- **TASK INSTRUCTIONS**
Copy each line from the data that has the word "rows" in it.

** EXCERPTED DATA follows **

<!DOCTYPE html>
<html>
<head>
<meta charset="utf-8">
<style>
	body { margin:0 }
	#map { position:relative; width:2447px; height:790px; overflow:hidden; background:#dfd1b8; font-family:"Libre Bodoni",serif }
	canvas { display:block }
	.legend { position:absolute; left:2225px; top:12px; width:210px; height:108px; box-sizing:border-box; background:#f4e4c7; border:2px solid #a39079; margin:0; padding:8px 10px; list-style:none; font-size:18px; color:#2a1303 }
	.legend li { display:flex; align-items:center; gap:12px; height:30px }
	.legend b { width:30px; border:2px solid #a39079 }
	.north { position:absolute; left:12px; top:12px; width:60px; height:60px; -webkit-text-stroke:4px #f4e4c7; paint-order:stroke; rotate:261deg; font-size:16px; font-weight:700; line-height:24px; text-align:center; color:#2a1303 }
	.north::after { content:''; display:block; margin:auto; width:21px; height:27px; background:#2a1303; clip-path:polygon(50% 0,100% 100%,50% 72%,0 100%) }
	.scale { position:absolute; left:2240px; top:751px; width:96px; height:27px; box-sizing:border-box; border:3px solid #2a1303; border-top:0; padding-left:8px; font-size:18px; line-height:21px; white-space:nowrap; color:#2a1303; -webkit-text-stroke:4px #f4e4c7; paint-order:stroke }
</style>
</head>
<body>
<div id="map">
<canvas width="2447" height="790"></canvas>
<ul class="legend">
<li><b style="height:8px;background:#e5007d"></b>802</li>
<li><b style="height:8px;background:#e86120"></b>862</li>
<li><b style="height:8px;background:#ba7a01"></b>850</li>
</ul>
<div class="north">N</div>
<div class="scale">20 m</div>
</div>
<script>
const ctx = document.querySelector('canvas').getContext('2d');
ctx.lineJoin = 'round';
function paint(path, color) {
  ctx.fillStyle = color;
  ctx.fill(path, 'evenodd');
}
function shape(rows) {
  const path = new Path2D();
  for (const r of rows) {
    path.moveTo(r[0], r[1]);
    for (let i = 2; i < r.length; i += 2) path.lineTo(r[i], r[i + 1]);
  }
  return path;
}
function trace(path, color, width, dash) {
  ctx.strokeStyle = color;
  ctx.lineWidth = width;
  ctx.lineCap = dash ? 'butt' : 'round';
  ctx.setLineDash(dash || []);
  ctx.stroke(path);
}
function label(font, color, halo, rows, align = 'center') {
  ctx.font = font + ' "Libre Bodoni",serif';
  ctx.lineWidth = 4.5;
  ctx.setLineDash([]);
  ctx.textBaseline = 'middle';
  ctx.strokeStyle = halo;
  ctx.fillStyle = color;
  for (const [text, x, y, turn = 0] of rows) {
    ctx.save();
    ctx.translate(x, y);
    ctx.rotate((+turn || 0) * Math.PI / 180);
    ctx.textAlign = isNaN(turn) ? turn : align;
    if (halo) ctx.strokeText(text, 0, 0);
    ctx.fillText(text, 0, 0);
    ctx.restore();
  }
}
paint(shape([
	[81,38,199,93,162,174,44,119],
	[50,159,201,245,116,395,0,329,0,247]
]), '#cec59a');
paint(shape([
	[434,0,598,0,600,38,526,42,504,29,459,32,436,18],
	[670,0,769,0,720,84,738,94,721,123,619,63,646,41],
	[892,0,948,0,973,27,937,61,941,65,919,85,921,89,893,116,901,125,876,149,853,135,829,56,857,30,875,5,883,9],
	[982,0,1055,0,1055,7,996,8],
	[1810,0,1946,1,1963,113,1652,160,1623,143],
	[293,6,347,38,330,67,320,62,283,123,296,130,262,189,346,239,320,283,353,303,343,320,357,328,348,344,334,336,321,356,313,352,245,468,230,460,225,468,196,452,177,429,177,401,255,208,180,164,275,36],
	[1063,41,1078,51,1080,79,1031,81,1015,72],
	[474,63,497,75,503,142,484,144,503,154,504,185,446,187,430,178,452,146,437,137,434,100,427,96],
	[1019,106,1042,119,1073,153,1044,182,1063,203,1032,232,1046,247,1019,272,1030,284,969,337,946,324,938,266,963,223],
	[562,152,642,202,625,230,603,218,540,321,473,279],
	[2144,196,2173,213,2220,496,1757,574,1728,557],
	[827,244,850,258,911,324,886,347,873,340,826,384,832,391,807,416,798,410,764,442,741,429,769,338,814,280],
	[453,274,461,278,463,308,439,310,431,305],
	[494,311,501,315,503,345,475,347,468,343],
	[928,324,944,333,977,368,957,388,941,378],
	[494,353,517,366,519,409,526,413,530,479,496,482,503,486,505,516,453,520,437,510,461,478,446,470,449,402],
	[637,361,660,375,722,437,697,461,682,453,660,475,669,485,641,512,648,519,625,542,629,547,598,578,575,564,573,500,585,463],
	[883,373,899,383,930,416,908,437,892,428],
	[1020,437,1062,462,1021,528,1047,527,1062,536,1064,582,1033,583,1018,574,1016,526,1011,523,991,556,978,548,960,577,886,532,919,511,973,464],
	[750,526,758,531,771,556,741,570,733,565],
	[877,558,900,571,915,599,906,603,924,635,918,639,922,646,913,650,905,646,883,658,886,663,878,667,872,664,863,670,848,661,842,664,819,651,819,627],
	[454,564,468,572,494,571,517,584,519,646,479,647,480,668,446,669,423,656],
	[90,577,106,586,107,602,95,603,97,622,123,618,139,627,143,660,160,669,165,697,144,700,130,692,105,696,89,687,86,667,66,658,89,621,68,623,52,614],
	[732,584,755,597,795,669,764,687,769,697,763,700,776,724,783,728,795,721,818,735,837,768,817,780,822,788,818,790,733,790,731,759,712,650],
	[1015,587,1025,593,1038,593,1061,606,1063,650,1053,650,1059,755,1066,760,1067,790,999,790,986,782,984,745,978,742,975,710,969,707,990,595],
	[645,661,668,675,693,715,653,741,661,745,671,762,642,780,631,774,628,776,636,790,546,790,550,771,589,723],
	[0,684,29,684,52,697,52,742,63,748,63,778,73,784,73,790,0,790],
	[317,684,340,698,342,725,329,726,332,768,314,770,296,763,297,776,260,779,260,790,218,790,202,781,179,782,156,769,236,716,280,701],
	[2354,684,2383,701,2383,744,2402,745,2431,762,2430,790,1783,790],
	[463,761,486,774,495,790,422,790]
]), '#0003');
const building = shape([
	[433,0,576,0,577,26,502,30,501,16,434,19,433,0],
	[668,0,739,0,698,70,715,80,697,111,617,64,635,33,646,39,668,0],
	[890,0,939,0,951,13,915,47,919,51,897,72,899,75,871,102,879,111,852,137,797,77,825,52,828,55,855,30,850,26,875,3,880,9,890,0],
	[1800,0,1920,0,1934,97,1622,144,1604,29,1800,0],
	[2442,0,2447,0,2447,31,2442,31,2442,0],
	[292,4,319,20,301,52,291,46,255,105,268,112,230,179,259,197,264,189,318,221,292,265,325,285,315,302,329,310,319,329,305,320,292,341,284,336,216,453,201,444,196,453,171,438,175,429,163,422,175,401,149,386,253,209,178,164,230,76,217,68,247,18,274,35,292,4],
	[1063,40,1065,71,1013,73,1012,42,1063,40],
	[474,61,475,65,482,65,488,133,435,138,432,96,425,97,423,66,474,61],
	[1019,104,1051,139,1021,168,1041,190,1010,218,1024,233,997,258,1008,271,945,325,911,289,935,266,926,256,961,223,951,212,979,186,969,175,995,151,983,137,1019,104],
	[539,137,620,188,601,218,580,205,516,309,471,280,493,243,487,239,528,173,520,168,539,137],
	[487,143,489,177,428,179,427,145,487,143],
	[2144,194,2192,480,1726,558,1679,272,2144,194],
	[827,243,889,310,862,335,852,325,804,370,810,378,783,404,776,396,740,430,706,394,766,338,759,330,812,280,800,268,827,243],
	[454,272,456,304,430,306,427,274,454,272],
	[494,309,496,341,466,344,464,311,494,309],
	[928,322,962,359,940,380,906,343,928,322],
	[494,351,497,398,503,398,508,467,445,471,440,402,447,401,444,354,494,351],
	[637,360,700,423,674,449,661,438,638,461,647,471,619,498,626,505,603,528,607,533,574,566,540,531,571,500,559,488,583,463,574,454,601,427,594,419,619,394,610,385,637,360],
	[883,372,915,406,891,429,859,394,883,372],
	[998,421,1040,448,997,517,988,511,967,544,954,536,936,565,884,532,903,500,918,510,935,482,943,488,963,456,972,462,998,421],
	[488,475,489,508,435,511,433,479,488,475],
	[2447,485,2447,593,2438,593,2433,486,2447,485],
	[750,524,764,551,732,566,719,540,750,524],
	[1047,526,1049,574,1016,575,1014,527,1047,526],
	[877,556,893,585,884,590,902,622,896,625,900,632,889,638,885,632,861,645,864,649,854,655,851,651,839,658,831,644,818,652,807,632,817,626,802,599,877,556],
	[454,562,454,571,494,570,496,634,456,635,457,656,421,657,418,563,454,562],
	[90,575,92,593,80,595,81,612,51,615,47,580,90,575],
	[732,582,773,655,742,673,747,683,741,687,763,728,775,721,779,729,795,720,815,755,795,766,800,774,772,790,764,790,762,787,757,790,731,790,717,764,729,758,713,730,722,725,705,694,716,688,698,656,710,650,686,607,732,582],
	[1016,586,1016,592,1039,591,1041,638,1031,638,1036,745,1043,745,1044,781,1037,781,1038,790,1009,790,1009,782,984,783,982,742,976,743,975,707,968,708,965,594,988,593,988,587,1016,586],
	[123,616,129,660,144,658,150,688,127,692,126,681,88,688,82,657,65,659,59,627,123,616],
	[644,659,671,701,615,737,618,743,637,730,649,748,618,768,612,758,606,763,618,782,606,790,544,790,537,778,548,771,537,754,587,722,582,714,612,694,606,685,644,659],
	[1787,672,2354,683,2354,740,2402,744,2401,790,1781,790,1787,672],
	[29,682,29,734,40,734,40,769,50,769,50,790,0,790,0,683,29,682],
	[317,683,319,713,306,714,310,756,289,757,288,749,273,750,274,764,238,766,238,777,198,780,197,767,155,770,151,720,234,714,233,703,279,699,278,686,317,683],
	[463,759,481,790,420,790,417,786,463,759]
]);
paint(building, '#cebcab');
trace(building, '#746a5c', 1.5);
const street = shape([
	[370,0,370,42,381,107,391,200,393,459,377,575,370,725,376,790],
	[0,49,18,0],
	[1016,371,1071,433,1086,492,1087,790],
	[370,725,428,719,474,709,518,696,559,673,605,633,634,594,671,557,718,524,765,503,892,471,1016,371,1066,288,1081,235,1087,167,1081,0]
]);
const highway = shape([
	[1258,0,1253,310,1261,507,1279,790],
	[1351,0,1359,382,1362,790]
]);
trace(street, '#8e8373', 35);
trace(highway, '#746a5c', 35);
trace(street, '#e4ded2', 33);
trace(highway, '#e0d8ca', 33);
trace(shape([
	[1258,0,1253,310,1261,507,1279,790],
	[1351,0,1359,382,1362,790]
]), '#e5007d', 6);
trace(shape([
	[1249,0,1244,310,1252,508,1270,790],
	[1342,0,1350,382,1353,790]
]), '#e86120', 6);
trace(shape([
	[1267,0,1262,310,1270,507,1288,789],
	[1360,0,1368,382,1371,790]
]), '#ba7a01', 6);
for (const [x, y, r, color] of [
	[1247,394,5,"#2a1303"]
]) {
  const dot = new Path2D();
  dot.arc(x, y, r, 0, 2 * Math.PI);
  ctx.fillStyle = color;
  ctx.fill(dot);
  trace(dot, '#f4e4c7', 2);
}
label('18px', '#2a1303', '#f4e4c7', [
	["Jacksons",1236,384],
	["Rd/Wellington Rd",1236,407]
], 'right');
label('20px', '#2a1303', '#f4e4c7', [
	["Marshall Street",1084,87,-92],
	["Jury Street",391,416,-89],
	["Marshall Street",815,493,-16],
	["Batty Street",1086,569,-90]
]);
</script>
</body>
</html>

** End of EXCERPTED DATA **

- **RESPONSE TO THE TASK**
function shape(rows) {
  for (const r of rows) {
function label(font, color, halo, rows, align = 'center') {
  for (const [text, x, y, turn = 0] of rows) {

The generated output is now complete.